Task goal:
Extract all data as written.

Material for the task:

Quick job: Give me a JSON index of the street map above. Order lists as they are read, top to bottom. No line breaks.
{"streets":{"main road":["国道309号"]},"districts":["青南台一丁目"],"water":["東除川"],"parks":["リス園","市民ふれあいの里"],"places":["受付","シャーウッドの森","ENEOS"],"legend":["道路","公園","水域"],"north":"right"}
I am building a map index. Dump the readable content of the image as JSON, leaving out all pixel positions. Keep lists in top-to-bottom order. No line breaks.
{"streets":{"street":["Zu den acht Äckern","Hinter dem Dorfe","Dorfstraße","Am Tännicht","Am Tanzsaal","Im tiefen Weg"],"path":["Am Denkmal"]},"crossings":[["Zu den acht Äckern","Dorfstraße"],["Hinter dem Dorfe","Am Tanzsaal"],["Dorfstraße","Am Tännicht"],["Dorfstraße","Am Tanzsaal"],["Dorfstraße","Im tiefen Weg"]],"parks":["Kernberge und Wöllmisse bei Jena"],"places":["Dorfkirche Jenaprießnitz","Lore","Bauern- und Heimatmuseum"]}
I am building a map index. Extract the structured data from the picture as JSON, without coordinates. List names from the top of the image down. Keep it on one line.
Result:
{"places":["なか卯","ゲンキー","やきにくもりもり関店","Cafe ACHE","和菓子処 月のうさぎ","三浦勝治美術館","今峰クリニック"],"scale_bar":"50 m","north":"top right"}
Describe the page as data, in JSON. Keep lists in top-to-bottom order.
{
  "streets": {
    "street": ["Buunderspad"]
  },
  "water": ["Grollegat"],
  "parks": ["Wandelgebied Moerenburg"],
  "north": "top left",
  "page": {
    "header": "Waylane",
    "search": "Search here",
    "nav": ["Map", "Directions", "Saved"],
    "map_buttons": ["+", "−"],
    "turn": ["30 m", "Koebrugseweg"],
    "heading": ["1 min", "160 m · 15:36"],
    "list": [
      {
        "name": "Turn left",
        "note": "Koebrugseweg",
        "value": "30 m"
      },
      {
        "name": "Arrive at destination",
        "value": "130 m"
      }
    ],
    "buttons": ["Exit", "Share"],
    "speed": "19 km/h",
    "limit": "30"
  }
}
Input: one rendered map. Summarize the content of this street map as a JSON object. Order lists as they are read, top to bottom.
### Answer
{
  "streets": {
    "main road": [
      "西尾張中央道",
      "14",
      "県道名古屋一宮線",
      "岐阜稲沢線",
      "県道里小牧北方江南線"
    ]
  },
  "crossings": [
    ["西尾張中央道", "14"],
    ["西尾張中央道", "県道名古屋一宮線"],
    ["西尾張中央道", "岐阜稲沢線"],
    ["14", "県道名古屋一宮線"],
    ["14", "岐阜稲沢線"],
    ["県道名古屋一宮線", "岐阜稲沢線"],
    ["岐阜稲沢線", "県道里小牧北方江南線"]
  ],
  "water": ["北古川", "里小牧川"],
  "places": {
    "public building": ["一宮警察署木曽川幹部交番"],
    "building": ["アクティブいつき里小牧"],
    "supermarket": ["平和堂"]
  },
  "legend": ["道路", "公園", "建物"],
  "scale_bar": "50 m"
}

Solution to the problem:
Quick job: Give me a JSON index of the street map above. Order lists as they are read, top to bottom. No line breaks.
{"streets":{"main road":["国道309号"]},"districts":["青南台一丁目"],"water":["東除川"],"parks":["リス園","市民ふれあいの里"],"places":["受付","シャーウッドの森","ENEOS"],"legend":["道路","公園","水域"],"north":"right"}
I am building a map index. Dump the readable content of the image as JSON, leaving out all pixel positions. Keep lists in top-to-bottom order. No line breaks.
{"streets":{"street":["Zu den acht Äckern","Hinter dem Dorfe","Dorfstraße","Am Tännicht","Am Tanzsaal","Im tiefen Weg"],"path":["Am Denkmal"]},"crossings":[["Zu den acht Äckern","Dorfstraße"],["Hinter dem Dorfe","Am Tanzsaal"],["Dorfstraße","Am Tännicht"],["Dorfstraße","Am Tanzsaal"],["Dorfstraße","Im tiefen Weg"]],"parks":["Kernberge und Wöllmisse bei Jena"],"places":["Dorfkirche Jenaprießnitz","Lore","Bauern- und Heimatmuseum"]}
I am building a map index. Extract the structured data from the picture as JSON, without coordinates. List names from the top of the image down. Keep it on one line.
Result:
{"places":["なか卯","ゲンキー","やきにくもりもり関店","Cafe ACHE","和菓子処 月のうさぎ","三浦勝治美術館","今峰クリニック"],"scale_bar":"50 m","north":"top right"}
Describe the page as data, in JSON. Keep lists in top-to-bottom order.
{
  "streets": {
    "street": ["Buunderspad"]
  },
  "water": ["Grollegat"],
  "parks": ["Wandelgebied Moerenburg"],
  "north": "top left",
  "page": {
    "header": "Waylane",
    "search": "Search here",
    "nav": ["Map", "Directions", "Saved"],
    "map_buttons": ["+", "−"],
    "turn": ["30 m", "Koebrugseweg"],
    "heading": ["1 min", "160 m · 15:36"],
    "list": [
      {
        "name": "Turn left",
        "note": "Koebrugseweg",
        "value": "30 m"
      },
      {
        "name": "Arrive at destination",
        "value": "130 m"
      }
    ],
    "buttons": ["Exit", "Share"],
    "speed": "19 km/h",
    "limit": "30"
  }
}
Input: one rendered map. Summarize the content of this street map as a JSON object. Order lists as they are read, top to bottom.
### Answer
{
  "streets": {
    "main road": [
      "西尾張中央道",
      "14",
      "県道名古屋一宮線",
      "岐阜稲沢線",
      "県道里小牧北方江南線"
    ]
  },
  "crossings": [
    ["西尾張中央道", "14"],
    ["西尾張中央道", "県道名古屋一宮線"],
    ["西尾張中央道", "岐阜稲沢線"],
    ["14", "県道名古屋一宮線"],
    ["14", "岐阜稲沢線"],
    ["県道名古屋一宮線", "岐阜稲沢線"],
    ["岐阜稲沢線", "県道里小牧北方江南線"]
  ],
  "water": ["北古川", "里小牧川"],
  "places": {
    "public building": ["一宮警察署木曽川幹部交番"],
    "building": ["アクティブいつき里小牧"],
    "supermarket": ["平和堂"]
  },
  "legend": ["道路", "公園", "建物"],
  "scale_bar": "50 m"
}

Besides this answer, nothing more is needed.